↓↓↓

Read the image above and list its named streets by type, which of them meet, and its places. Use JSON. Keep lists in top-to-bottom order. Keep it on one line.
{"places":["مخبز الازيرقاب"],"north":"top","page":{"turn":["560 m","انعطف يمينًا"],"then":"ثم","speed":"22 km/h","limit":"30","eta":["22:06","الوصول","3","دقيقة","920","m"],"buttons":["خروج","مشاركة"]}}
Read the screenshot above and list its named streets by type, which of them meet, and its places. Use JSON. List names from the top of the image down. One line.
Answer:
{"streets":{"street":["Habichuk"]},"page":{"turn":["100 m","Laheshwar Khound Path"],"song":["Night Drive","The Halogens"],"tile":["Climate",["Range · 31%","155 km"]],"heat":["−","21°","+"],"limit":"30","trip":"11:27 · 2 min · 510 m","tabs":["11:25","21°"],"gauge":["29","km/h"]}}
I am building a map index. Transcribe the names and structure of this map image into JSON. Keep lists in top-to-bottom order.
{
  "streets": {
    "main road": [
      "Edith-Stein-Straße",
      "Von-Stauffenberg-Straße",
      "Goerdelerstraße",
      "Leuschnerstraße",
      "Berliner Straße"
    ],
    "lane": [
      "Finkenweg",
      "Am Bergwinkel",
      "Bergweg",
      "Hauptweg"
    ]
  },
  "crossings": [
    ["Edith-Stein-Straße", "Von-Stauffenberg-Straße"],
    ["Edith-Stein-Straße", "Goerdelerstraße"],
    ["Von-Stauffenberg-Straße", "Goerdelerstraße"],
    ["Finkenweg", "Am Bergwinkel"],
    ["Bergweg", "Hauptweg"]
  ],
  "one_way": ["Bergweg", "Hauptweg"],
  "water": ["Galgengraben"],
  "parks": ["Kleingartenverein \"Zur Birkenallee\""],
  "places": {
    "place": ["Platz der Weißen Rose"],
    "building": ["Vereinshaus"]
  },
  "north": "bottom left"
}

↑↑↑

WHAT YOU WILL DO = Every single entry is to be retyped exactly.

ANSWER AREA =
Read the image above and list its named streets by type, which of them meet, and its places. Use JSON. Keep lists in top-to-bottom order. Keep it on one line.
{"places":["مخبز الازيرقاب"],"north":"top","page":{"turn":["560 m","انعطف يمينًا"],"then":"ثم","speed":"22 km/h","limit":"30","eta":["22:06","الوصول","3","دقيقة","920","m"],"buttons":["خروج","مشاركة"]}}
Read the screenshot above and list its named streets by type, which of them meet, and its places. Use JSON. List names from the top of the image down. One line.
Answer:
{"streets":{"street":["Habichuk"]},"page":{"turn":["100 m","Laheshwar Khound Path"],"song":["Night Drive","The Halogens"],"tile":["Climate",["Range · 31%","155 km"]],"heat":["−","21°","+"],"limit":"30","trip":"11:27 · 2 min · 510 m","tabs":["11:25","21°"],"gauge":["29","km/h"]}}
I am building a map index. Transcribe the names and structure of this map image into JSON. Keep lists in top-to-bottom order.
{
  "streets": {
    "main road": [
      "Edith-Stein-Straße",
      "Von-Stauffenberg-Straße",
      "Goerdelerstraße",
      "Leuschnerstraße",
      "Berliner Straße"
    ],
    "lane": [
      "Finkenweg",
      "Am Bergwinkel",
      "Bergweg",
      "Hauptweg"
    ]
  },
  "crossings": [
    ["Edith-Stein-Straße", "Von-Stauffenberg-Straße"],
    ["Edith-Stein-Straße", "Goerdelerstraße"],
    ["Von-Stauffenberg-Straße", "Goerdelerstraße"],
    ["Finkenweg", "Am Bergwinkel"],
    ["Bergweg", "Hauptweg"]
  ],
  "one_way": ["Bergweg", "Hauptweg"],
  "water": ["Galgengraben"],
  "parks": ["Kleingartenverein \"Zur Birkenallee\""],
  "places": {
    "place": ["Platz der Weißen Rose"],
    "building": ["Vereinshaus"]
  },
  "north": "bottom left"
}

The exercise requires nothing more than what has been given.